Setelah rombongan itu berhasil keluar dari pintu gerbang dengan selamat, bahkan sudah jauh dari kota Wu-han, di dekat sebuah bukit, gadis itu menyuruh rombongannya berhenti. Joli diturunkan dan Cu Goan Ciang keluar dari dalam joli, diikuti gadis itu. Kini mereka berdiri berhadapan dan baru dapat saling pandang dengan jelas, tidak seperti di dalam joli tadi walaupun saling berhimpitan, mereka merasa sungkan untuk saling bertatap muka karena terlalu dekat. Setelah kini keduanya turun dan berdiri berhadapan, barulah Goan Ciang melihat kenyataan betapa cantik manisnya gadis itu, terutama matanya yang jeli dan memancarkan kecerdikan. Tubuhnya ramping padat dan agak tinggi bagi seorang wanita. Di lain pihak, gadis itupun baru sekarang dapat melihat dengan jelas betapa gagah dan anggunnya pemuda yang ditolongnya itu. Seorang pemuda yang masih muda, baru dua puluh tahun usianya, namun pembawaannya sudah masak dan dewasa, dengan tubuh tinggi tegap, tegak dan anggun berwibawa, bagaikan seekor burung rajawali yang gagah perkasa. Beberapa lamanya mereka berdiri saling berpandangan tanpa mengeluarkan kata-kata. Hanya pandang mata mereka saja saling mengagumi.
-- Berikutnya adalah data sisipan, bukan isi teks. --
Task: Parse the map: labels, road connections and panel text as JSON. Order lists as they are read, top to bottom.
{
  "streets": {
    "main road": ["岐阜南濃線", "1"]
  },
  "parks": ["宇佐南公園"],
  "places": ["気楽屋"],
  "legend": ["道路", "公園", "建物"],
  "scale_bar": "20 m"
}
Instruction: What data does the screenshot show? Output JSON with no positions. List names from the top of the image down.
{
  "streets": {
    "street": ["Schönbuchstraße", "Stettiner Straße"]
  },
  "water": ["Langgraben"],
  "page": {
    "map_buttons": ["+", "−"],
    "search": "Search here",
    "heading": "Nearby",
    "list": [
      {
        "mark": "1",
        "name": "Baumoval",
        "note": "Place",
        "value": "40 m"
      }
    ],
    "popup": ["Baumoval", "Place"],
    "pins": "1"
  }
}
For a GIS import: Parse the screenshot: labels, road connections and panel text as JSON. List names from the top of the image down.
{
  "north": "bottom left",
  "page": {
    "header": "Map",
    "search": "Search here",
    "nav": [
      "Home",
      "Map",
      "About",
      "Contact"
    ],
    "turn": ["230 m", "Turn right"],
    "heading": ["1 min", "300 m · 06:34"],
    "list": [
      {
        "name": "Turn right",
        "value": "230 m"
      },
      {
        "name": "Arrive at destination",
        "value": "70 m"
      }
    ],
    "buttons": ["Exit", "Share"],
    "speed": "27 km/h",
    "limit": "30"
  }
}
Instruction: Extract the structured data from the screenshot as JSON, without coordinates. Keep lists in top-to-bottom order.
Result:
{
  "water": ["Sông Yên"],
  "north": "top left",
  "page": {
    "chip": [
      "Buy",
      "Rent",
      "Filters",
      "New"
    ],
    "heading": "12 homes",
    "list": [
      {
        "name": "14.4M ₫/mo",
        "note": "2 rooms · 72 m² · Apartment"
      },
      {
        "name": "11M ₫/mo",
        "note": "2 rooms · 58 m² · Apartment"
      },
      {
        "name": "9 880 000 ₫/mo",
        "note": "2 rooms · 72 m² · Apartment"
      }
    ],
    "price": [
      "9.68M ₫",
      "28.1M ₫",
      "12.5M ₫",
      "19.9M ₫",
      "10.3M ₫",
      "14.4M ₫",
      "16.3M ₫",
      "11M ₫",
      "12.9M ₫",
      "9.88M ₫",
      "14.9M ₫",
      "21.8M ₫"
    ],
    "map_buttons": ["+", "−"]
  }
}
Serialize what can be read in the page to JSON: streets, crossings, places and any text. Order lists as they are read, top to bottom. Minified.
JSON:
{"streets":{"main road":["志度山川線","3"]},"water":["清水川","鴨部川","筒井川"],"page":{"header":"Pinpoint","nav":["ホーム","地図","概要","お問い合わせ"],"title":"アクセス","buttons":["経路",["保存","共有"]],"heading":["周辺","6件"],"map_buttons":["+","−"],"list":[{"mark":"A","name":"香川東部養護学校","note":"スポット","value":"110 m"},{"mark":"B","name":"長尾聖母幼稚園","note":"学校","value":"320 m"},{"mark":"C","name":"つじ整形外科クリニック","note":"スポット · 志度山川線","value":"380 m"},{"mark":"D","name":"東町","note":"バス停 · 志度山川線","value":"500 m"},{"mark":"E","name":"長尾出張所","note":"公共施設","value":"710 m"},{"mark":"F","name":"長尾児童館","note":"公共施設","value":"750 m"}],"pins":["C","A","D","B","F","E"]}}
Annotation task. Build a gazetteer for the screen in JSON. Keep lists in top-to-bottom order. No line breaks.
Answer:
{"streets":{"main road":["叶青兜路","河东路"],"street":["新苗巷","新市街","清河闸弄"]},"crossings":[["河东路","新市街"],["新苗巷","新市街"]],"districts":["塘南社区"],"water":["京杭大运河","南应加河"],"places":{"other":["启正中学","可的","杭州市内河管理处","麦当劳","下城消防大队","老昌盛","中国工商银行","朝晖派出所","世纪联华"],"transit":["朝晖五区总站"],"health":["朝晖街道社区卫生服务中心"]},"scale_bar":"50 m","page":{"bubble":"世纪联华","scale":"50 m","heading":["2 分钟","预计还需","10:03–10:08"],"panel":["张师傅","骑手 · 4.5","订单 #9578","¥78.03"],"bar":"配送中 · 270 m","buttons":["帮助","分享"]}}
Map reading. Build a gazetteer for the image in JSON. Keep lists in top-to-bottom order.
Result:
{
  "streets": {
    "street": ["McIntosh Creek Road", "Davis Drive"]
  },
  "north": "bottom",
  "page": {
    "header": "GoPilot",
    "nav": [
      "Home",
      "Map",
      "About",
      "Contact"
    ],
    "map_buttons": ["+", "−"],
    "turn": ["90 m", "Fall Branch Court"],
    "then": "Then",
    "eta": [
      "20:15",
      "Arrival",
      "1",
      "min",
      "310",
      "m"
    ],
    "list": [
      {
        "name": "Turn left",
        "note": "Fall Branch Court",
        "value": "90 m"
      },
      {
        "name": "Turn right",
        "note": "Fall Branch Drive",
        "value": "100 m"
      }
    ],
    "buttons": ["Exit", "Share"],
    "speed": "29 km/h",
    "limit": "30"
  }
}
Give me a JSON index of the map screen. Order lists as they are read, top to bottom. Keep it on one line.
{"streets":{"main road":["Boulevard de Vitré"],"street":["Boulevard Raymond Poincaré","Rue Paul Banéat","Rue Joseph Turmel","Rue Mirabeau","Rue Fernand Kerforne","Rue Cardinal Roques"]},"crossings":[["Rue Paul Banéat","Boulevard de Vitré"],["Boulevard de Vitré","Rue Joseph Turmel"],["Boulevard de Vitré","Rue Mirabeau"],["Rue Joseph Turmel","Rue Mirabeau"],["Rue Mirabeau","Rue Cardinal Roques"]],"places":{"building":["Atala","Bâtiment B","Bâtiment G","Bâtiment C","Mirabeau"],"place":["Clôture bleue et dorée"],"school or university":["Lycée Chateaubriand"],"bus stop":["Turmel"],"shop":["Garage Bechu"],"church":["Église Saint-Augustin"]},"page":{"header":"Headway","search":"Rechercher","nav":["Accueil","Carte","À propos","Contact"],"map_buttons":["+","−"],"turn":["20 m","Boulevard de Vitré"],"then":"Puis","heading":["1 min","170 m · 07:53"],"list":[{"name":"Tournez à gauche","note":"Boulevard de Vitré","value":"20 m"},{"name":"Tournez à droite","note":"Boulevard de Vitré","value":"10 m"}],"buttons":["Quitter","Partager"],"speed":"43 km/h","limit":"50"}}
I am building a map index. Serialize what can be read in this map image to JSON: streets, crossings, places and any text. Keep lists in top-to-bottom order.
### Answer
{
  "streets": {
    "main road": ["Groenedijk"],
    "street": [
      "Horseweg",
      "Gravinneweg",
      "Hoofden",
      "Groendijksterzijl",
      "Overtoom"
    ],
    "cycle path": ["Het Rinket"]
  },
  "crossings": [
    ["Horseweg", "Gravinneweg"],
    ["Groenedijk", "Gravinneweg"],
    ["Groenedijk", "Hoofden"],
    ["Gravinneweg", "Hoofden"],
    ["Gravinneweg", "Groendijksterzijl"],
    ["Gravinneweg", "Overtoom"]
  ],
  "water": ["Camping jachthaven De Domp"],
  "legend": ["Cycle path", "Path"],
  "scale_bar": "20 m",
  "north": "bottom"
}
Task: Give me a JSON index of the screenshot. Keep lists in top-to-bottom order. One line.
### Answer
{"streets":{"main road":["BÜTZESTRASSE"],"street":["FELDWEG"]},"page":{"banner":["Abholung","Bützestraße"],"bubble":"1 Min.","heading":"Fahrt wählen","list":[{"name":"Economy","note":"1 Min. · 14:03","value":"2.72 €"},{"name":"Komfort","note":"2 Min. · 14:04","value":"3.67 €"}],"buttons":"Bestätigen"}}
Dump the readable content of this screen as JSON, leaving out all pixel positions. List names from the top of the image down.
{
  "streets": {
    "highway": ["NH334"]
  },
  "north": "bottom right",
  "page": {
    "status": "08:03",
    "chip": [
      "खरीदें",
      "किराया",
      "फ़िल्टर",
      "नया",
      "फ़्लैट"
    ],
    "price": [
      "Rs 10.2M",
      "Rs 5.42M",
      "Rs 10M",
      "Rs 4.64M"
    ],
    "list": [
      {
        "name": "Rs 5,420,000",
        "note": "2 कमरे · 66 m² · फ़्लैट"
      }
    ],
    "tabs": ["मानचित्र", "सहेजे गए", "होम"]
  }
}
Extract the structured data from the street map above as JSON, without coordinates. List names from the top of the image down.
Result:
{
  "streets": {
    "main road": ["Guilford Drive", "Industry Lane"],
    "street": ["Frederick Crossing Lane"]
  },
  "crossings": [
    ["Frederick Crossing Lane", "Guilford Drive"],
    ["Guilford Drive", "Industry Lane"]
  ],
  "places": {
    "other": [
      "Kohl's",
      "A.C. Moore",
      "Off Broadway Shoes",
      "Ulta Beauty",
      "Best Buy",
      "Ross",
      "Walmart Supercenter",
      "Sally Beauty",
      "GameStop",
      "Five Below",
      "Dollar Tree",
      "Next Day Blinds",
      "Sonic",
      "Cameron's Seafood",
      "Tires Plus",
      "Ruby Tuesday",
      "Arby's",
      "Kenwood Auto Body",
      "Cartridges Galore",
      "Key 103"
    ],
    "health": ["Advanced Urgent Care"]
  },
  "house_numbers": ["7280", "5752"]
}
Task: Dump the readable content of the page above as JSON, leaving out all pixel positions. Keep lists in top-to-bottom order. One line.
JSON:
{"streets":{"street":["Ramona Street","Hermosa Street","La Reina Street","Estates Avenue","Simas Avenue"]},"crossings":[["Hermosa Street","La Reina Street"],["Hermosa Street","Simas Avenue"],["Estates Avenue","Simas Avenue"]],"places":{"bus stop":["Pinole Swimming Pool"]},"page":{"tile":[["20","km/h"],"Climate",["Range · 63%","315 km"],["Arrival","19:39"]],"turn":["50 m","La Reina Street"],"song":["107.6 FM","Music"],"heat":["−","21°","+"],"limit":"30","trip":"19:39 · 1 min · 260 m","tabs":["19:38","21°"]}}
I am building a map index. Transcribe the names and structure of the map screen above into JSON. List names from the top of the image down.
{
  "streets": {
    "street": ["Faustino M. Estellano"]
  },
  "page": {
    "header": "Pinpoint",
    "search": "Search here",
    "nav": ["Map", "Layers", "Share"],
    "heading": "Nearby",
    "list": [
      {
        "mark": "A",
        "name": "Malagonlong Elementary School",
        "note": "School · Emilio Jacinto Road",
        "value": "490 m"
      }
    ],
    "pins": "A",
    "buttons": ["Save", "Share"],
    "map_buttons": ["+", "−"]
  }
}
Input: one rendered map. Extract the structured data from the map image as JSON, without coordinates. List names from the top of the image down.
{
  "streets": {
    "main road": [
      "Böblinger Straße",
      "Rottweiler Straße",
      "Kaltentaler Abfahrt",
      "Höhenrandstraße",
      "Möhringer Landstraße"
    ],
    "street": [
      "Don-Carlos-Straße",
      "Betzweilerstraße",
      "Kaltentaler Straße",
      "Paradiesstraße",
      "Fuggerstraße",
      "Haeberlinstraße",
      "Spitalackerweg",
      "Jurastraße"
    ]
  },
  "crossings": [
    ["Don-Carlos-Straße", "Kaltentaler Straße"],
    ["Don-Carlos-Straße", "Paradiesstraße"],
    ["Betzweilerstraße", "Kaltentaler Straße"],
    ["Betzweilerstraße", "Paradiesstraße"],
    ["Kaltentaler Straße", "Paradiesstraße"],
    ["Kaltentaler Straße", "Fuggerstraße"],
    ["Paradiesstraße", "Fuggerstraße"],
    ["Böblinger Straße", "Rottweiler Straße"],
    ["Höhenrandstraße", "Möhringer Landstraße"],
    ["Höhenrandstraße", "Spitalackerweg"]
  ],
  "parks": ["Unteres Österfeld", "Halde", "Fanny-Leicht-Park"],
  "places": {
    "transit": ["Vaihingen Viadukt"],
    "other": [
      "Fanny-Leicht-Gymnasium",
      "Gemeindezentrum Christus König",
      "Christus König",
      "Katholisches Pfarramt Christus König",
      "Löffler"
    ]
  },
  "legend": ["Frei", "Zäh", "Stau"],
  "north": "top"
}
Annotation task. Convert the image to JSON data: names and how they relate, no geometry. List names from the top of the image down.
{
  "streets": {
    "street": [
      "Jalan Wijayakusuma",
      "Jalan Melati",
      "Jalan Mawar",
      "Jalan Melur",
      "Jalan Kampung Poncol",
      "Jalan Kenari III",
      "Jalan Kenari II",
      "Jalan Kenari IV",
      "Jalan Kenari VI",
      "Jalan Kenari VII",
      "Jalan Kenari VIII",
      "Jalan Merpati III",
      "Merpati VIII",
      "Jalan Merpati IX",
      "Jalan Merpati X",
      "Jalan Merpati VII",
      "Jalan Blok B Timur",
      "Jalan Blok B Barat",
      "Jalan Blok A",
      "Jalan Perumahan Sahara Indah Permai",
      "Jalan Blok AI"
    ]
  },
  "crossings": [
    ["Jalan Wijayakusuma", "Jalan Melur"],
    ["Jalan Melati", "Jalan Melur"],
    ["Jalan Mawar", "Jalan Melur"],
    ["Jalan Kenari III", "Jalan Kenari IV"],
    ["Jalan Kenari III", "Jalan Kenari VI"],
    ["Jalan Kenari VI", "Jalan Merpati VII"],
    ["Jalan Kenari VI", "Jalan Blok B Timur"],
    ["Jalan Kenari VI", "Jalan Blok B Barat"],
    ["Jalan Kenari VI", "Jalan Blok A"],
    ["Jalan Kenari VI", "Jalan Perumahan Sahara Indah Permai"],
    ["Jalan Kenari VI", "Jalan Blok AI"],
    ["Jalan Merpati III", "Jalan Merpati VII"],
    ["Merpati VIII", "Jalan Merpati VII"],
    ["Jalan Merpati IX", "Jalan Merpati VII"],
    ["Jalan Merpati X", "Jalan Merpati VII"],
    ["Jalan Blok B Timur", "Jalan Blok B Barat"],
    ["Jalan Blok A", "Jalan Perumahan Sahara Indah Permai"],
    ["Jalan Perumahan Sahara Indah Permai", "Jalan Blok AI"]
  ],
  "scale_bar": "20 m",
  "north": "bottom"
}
Akhirnya Goan Ciang merasa betapa janggalnya sikap mereka, saling pandang seperti itu tanpa bicara. Dia lalu mengangkat kedua tangan depan dada memberi hormat kepada gadis itu. “Aku Cu Goan Ciang telah berhutang budi dan nyawa kepadamu, nona. Aku tidak akan melupakan budi kebaikan nona dan amat berterima kasih kepadamu. Kalau boleh aku mengetahui, siapakah nama nona dan apakah nona seorang pemimpin dari sebuah perkumpulan besar maka begitu dihormati oleh para prajurit penjaga keamanan?”

Melihat sikap Goan Ciang yang sopan, bicaranya yang lantang dan tegas, gadis itu tersenyum. Iapun mengangkat kedua tangan depan dada untuk membalas penghormatan itu. “Cu- enghiong tidak perlu berterima kasih. Sudah sepantasnya kalau kita saling membantu, apa lagi mengingat bahwa engkau seorang gagah yang berani menentang seorang perwira yang bertindak sewenang-wenang. Kami sudah mendengar akan semua sepak terjangmu yang membela kepentingan para pekerja kasar di bandar. Engkau membela para pekerja kasar yang diperlakukan tidak adil oleh Yo Ci, bahkan engkau telah membunuh Bhong-Ciangkun, penguasa bandar di Wu-han. Kami kagum kepadamu dan sudah selayaknya kalau kami membantumu ketika engkau dikejar-kejar.”

“Nona terlalu memuji. Akan tetapi, engkau belum memperkenalkan diri, nona.”